*THE DATA*.
▬▬▬▬▬▬▬▬▬▬
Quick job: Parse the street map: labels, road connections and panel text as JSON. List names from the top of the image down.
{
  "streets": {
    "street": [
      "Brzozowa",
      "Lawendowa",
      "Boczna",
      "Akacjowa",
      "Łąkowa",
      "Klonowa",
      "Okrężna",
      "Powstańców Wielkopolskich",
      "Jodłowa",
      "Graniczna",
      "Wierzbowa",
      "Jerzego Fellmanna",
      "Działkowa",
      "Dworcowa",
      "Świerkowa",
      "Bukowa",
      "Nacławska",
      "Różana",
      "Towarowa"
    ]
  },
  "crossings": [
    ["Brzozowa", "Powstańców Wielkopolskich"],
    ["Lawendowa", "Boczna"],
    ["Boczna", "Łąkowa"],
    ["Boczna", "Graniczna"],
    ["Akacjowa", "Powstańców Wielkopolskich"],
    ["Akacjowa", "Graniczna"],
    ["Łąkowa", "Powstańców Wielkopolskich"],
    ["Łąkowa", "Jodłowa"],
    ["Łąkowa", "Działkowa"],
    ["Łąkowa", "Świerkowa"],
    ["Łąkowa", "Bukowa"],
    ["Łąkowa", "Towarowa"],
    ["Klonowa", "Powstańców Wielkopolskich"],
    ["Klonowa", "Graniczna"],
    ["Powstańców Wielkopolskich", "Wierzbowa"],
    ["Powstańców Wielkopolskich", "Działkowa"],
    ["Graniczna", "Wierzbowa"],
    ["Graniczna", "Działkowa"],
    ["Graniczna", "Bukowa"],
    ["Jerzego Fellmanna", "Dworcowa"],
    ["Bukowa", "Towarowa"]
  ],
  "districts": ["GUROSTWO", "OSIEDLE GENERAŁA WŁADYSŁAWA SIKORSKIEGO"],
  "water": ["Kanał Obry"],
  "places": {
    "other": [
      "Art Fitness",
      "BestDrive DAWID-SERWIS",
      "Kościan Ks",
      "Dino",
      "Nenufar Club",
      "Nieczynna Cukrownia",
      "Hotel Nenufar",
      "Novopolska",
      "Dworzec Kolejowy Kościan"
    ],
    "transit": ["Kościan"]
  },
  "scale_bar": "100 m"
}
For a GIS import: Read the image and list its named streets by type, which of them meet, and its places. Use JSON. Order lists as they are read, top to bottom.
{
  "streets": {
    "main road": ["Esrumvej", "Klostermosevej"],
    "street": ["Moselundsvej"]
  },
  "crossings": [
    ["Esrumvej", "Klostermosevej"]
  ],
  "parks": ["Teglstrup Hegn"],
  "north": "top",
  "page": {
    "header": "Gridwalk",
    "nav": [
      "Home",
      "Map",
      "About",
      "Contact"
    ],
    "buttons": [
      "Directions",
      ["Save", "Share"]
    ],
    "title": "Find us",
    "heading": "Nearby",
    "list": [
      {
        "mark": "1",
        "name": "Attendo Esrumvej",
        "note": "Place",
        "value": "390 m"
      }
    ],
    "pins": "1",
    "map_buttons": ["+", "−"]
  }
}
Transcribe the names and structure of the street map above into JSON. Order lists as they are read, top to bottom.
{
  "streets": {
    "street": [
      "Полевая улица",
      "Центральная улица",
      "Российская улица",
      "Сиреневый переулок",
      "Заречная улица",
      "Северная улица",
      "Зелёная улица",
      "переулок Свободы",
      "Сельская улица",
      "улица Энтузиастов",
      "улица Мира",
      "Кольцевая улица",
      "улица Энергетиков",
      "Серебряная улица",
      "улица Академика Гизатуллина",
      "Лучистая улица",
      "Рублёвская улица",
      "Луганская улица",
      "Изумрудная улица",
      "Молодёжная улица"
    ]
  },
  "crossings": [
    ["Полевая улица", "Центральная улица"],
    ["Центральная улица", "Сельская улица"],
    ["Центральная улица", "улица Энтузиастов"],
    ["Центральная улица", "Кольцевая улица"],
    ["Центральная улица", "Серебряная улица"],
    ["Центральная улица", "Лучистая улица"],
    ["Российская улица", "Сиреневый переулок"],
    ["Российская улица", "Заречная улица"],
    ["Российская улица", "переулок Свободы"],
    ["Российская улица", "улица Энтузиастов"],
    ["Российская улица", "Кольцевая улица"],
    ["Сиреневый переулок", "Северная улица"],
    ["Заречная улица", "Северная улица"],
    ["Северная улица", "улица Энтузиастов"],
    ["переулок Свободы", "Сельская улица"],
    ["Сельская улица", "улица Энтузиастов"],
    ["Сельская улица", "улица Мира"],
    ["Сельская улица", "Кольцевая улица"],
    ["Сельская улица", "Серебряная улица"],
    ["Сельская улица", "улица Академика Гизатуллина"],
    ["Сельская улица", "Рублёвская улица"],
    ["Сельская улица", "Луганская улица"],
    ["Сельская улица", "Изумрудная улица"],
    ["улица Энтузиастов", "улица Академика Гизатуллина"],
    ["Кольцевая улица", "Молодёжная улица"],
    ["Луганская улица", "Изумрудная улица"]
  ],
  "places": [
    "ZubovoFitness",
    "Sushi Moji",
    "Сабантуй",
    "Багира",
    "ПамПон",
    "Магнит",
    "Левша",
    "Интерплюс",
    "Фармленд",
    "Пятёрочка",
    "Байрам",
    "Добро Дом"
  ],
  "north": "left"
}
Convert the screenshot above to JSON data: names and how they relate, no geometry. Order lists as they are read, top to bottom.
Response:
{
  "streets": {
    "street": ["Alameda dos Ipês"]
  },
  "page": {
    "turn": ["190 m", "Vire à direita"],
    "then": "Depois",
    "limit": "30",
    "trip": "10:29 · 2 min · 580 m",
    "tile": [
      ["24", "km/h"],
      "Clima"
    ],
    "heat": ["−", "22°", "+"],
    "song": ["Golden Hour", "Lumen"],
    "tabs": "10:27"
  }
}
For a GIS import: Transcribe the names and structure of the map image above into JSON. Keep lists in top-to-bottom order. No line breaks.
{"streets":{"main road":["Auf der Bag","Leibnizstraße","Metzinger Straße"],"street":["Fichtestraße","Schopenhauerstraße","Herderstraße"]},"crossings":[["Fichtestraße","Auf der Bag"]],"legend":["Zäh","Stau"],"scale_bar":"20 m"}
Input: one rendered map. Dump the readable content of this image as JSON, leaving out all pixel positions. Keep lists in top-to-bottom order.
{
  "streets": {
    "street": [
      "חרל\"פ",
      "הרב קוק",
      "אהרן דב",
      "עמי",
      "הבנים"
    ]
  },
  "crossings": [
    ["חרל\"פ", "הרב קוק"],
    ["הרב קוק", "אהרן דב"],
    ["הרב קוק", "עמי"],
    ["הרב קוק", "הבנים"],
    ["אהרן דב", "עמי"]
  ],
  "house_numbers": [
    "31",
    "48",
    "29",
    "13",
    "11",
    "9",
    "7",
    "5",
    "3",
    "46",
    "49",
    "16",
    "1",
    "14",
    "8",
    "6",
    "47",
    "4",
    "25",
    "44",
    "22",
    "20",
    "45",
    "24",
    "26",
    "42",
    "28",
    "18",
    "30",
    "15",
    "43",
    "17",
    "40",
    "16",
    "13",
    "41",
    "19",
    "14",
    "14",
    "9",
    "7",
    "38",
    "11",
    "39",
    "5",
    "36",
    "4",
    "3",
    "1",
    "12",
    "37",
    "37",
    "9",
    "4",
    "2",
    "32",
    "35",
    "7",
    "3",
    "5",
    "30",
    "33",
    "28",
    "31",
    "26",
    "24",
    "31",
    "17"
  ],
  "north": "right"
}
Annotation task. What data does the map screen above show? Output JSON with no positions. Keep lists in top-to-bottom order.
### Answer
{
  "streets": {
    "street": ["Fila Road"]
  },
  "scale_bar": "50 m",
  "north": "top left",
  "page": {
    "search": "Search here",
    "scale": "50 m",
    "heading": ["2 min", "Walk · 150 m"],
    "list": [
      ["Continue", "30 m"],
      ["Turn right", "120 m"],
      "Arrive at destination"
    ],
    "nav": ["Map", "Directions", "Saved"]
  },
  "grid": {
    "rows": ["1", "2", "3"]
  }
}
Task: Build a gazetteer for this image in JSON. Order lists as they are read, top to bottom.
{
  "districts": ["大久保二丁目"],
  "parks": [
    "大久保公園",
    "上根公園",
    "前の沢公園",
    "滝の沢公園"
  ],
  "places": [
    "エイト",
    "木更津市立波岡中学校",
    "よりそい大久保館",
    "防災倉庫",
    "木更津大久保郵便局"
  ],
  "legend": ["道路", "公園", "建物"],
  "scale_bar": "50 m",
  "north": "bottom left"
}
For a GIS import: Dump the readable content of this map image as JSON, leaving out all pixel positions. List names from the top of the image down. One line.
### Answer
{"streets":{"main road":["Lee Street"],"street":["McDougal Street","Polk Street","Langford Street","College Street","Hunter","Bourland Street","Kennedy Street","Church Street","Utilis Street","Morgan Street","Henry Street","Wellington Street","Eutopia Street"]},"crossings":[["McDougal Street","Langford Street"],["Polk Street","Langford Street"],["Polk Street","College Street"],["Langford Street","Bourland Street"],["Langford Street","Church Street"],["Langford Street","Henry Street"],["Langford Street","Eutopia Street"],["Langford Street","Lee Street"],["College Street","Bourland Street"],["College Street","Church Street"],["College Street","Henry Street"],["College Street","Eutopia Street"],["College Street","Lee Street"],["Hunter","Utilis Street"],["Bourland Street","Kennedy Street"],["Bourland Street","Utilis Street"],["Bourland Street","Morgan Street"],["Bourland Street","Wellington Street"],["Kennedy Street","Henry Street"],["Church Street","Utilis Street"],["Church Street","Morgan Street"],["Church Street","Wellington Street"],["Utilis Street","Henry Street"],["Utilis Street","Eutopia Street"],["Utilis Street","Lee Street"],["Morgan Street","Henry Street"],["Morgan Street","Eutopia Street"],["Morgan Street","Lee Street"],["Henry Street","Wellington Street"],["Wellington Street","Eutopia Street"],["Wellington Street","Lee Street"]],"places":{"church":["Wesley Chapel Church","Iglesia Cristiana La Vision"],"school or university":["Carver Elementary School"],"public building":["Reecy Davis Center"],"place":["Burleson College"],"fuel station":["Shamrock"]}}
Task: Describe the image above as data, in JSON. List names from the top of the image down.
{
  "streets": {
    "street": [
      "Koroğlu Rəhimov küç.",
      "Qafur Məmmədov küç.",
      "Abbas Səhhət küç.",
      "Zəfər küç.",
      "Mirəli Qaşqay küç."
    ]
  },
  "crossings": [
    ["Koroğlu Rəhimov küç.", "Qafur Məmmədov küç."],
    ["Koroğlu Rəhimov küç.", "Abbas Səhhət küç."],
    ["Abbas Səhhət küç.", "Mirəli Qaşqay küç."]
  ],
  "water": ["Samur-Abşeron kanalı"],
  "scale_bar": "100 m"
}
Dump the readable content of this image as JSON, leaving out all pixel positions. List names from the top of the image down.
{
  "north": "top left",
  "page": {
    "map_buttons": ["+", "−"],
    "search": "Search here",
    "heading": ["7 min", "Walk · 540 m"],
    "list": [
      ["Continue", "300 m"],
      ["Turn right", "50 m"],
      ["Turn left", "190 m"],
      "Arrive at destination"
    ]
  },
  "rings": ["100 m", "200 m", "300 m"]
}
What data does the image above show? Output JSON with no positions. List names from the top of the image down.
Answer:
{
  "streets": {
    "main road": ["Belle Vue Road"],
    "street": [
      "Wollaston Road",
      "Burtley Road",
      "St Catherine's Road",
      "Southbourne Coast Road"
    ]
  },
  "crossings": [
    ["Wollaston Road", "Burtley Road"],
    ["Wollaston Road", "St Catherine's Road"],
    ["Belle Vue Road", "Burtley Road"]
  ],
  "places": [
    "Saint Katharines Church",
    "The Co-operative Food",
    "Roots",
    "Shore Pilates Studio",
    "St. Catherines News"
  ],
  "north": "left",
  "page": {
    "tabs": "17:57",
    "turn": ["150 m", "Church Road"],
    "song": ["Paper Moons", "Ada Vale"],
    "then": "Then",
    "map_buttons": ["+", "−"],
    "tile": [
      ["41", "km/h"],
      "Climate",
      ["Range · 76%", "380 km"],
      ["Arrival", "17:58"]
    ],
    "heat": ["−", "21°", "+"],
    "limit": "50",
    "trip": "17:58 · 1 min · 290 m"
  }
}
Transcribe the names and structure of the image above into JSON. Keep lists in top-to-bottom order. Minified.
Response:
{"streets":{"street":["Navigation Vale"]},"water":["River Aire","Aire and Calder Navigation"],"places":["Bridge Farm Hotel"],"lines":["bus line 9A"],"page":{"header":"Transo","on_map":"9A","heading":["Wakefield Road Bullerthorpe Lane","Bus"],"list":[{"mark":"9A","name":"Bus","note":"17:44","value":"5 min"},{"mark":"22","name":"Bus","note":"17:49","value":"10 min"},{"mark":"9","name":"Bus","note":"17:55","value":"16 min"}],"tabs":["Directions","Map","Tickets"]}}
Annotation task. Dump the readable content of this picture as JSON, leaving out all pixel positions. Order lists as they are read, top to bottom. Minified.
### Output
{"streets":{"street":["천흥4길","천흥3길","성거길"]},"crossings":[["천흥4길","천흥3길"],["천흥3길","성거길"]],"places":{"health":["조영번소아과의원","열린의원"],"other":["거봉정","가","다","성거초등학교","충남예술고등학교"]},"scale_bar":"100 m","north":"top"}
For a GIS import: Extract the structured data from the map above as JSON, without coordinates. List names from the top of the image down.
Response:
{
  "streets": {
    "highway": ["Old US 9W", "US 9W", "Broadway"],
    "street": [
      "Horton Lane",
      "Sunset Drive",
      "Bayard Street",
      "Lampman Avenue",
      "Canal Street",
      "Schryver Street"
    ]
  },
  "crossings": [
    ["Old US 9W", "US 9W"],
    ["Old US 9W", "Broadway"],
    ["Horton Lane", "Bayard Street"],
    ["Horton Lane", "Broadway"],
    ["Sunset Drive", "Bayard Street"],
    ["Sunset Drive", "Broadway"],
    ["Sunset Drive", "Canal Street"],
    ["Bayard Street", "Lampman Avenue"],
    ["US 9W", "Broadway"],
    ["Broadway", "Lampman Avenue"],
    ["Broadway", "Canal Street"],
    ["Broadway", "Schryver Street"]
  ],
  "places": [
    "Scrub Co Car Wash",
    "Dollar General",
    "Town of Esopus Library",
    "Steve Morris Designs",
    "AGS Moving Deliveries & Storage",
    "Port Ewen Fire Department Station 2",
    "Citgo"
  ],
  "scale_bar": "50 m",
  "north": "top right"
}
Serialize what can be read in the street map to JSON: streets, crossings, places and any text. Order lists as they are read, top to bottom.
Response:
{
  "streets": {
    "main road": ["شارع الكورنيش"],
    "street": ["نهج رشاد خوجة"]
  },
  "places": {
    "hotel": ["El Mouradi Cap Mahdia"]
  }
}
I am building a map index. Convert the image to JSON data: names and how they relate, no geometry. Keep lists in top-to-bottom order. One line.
▬▬▬▬▬▬▬▬▬▬
*DIRECTIONS FOR THIS TASK*.
Across the entries above, how many lines include "Minified"? State only that number.

*RESPONSE AREA*.
2